I haven't heard of them, but others here might have. 

The one question I have is why would you want to buy into something that you don't know much about, including its credibility? 

Take a few minutes and write down every verbal promise you can recall the salespeople making during the presentation. Then try to find those promises in the written legal materials they gave you. I'm betting you won't find many of them. And the rule here at TUG is that if a promise isn't in writing, it doesn't exist.

The standard recommendation here is to rescind your purchase while you can. Despite what you were probably told ("today only"), the same deal or one very close to it will be available if you ultimately decide to make the purchase. I'm betting you won't want to make the purchase when you compare it to other alternatives.

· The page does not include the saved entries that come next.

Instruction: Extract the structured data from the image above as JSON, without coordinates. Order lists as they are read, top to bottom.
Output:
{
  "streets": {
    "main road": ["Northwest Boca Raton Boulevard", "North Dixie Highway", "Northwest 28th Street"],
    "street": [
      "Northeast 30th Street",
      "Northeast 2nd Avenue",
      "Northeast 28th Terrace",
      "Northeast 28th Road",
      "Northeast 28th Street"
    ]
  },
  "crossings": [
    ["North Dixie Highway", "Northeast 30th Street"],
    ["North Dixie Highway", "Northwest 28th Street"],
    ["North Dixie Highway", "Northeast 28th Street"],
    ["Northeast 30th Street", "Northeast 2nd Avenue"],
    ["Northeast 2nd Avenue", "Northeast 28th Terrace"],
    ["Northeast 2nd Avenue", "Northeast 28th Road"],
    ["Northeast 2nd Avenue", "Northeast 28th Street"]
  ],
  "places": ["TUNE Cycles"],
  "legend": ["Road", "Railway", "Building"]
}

If that 10-day cooling-off period is in writing, that's great. Be sure you know what the written cancellation policy is.

And....

Welcome to TUG!!!


----------



## Passepartout (Jun 3, 2008)

Your post isn't all that clear. But if you are saying that you just bought a timeshare (any timeshare, points or otherwise, from a developer)for $7000, I'd suggest that you rescind while you can, then research resales, as virtually all can be had for 20-30% of developers prices, and contrary to what you were told, the retail 'deals' are available tomorrow, next week, next year. 

Best wishes. 

Jim Ricks


----------



## carolejohn (Jun 3, 2008)

thanks will cancel


----------



## manutamy (Jun 4, 2008)

*points group world class vip*

I am the Managing Director of Points Group World Class VIP.

why are you telling somebody that they should cancel? Points Group exists since 6years+ and never had any problems! we own inventory backed by an owners comittee and a trustee! the contracts are 100% under the European law. we give 10 days cooling off period who will be changed into a 15 days cooling off period to comply with the new timeshare law who will be implemented only in 2010! Not all the companies in this industry are scaming!

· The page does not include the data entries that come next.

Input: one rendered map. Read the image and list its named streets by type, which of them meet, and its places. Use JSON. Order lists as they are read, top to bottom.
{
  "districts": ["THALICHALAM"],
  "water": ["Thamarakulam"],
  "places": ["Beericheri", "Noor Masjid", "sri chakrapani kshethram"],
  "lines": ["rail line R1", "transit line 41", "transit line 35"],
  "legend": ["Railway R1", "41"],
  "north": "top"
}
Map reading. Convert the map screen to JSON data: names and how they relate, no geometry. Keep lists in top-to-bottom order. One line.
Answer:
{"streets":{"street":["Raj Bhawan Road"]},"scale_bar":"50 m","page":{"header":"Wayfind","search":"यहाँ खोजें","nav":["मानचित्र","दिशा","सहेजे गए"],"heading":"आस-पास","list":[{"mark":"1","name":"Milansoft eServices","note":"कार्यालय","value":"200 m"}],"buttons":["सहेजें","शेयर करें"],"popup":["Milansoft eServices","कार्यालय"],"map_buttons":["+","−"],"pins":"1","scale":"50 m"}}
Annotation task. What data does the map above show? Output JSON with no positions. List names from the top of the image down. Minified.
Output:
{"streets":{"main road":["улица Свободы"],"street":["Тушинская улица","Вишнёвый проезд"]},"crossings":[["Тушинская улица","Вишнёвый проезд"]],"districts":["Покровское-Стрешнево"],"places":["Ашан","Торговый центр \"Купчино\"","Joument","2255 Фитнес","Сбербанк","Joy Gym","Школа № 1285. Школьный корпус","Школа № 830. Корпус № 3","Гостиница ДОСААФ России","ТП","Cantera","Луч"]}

Maybe you as a moderator should type www.pointsgroup.com and take some information about us. 

You will probably not publish this reply and I would understand if it's the case.

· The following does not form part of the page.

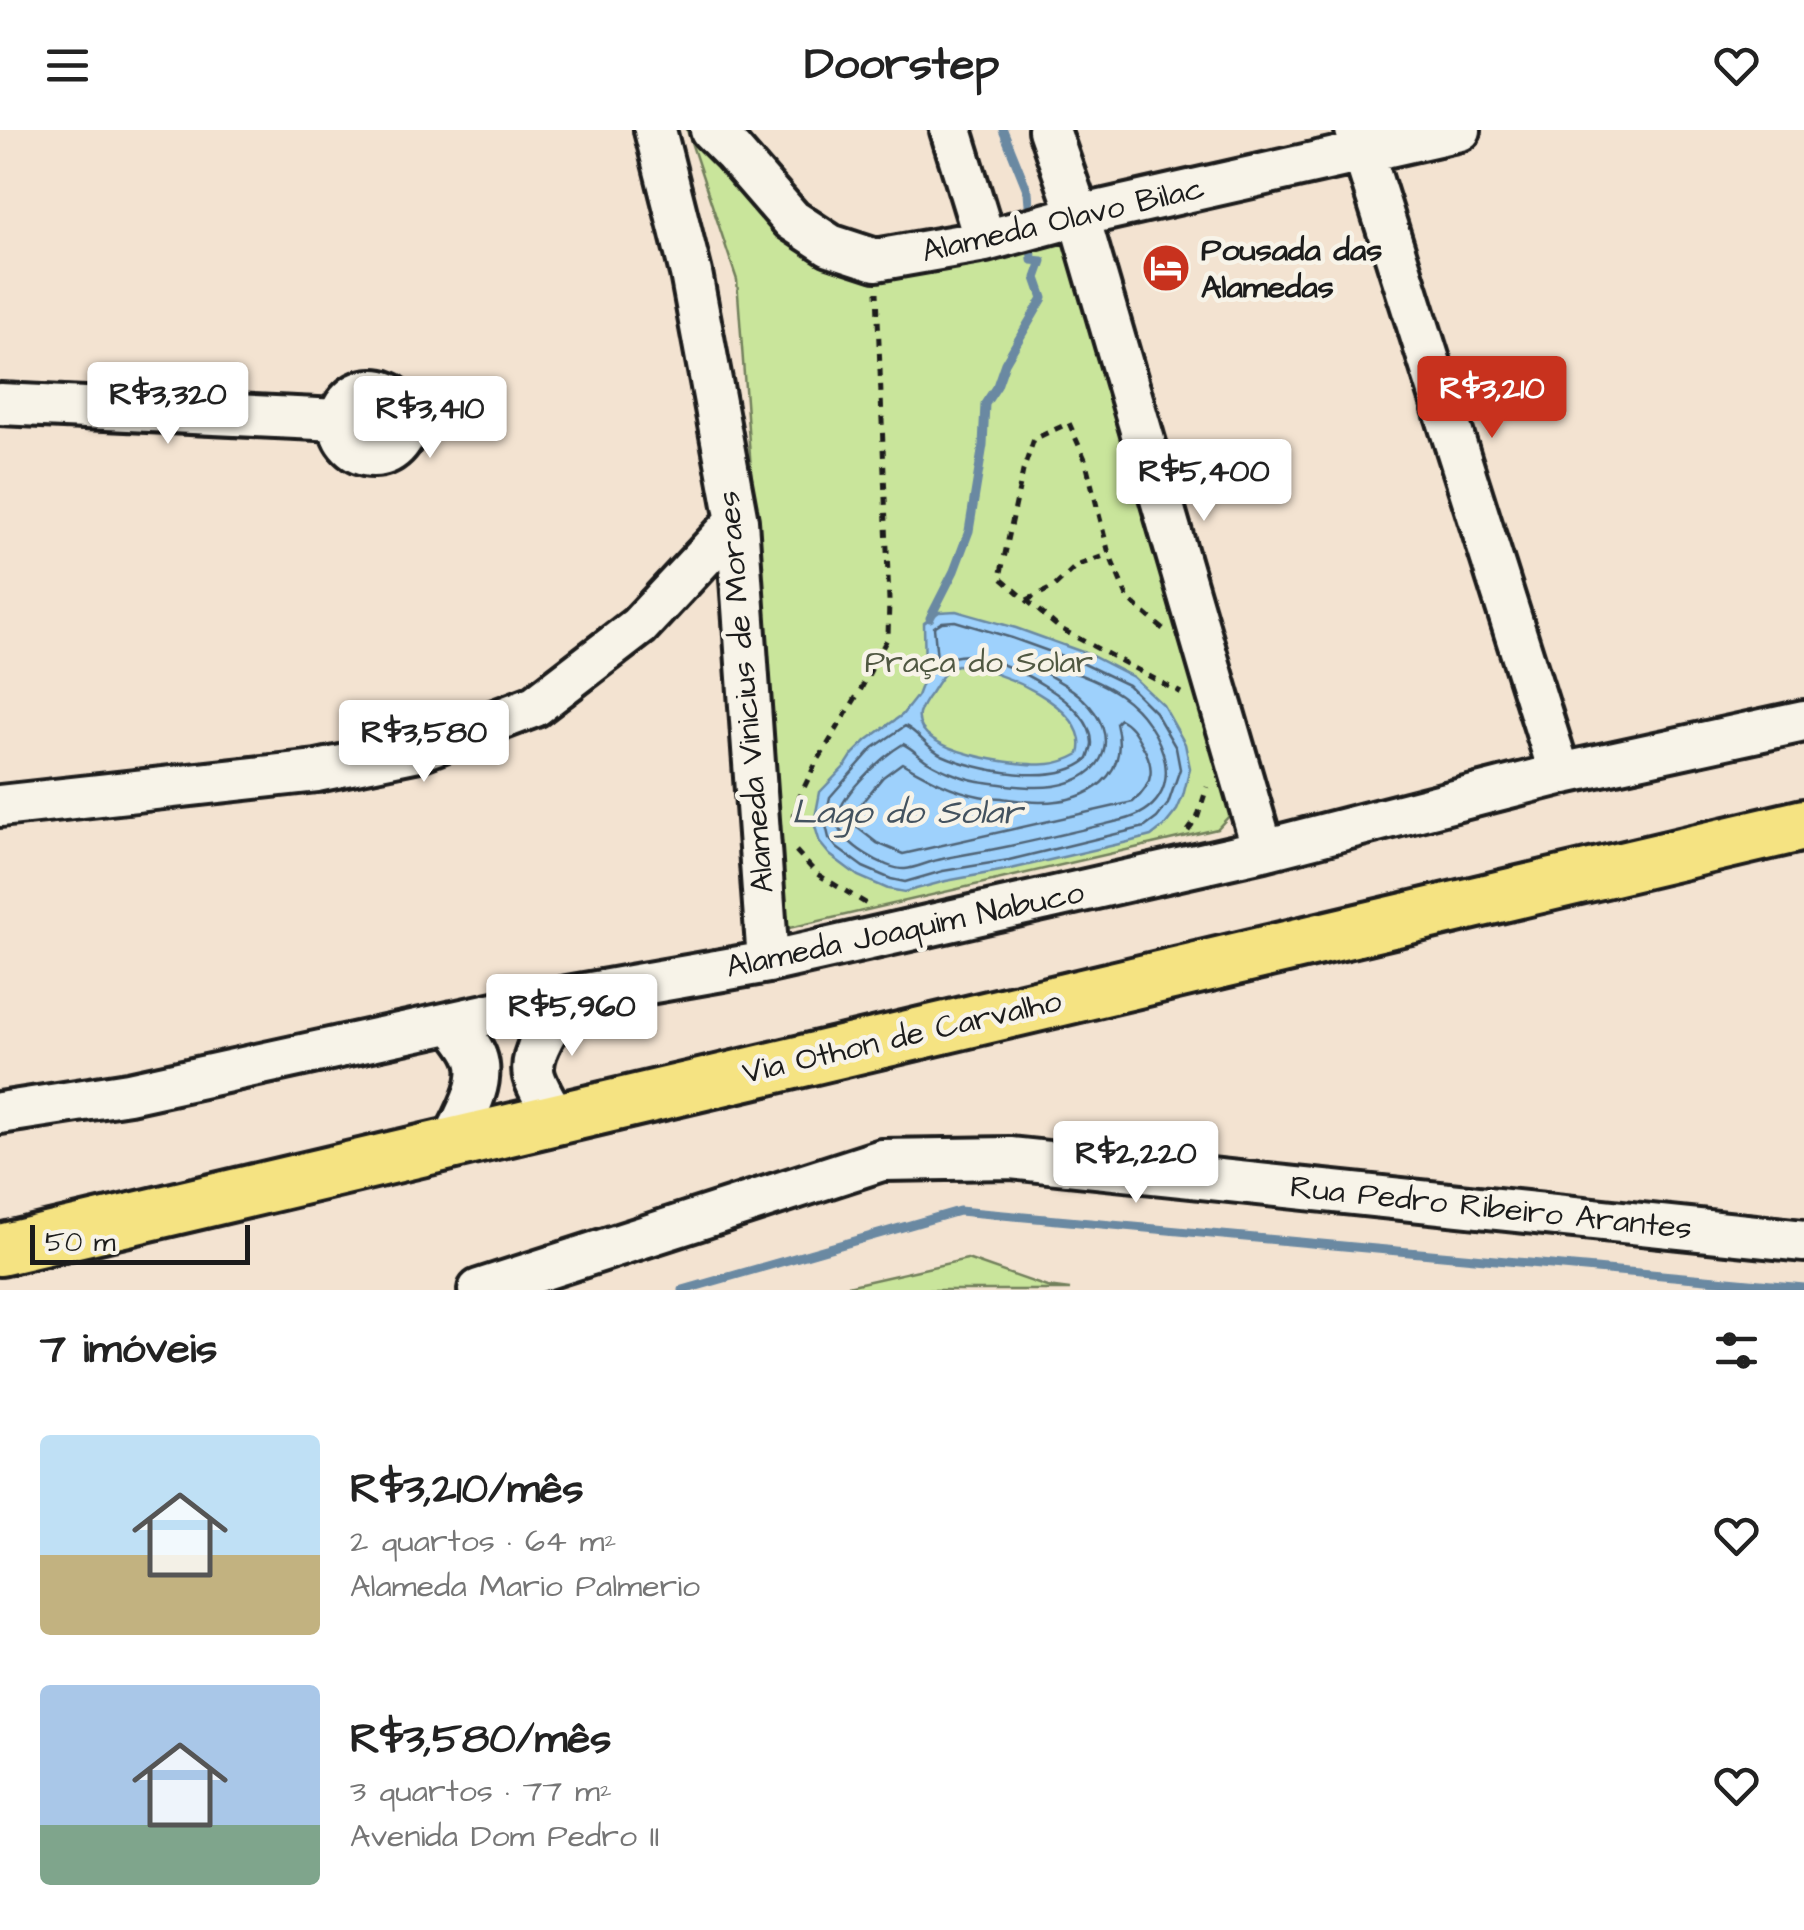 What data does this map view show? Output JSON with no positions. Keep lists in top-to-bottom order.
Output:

If you need to contact me directly you got my private email.

I would be very happy to help if I can on anything.


----------



## bnoble (Jun 4, 2008)

> why are you telling somebody that they should cancel?


Because they do not know what they bought.

The standard advice is rescind while you can, then research the potential purchase.  After learning about the program from both the sales staff and other sources, then you'll be in a position to make an informed decision.  If you make an informed decision that this program is right for you (and it may well be) call and ask for the same terms you have today.  Chances are very good that the sales staff will be happy to re-write the contract for you.


----------



## manutamy (Jun 4, 2008)

*points group world class vip*

First if the presentation as been well made.....(means that they have been online) and that all their questions have been answered and nothing as been hidded, why should they cancel a contract? that means they know what they are buying no? 

If somebody search for a specific information like: nothing wrong appears on the websites against a product/company, do that means it is a scam?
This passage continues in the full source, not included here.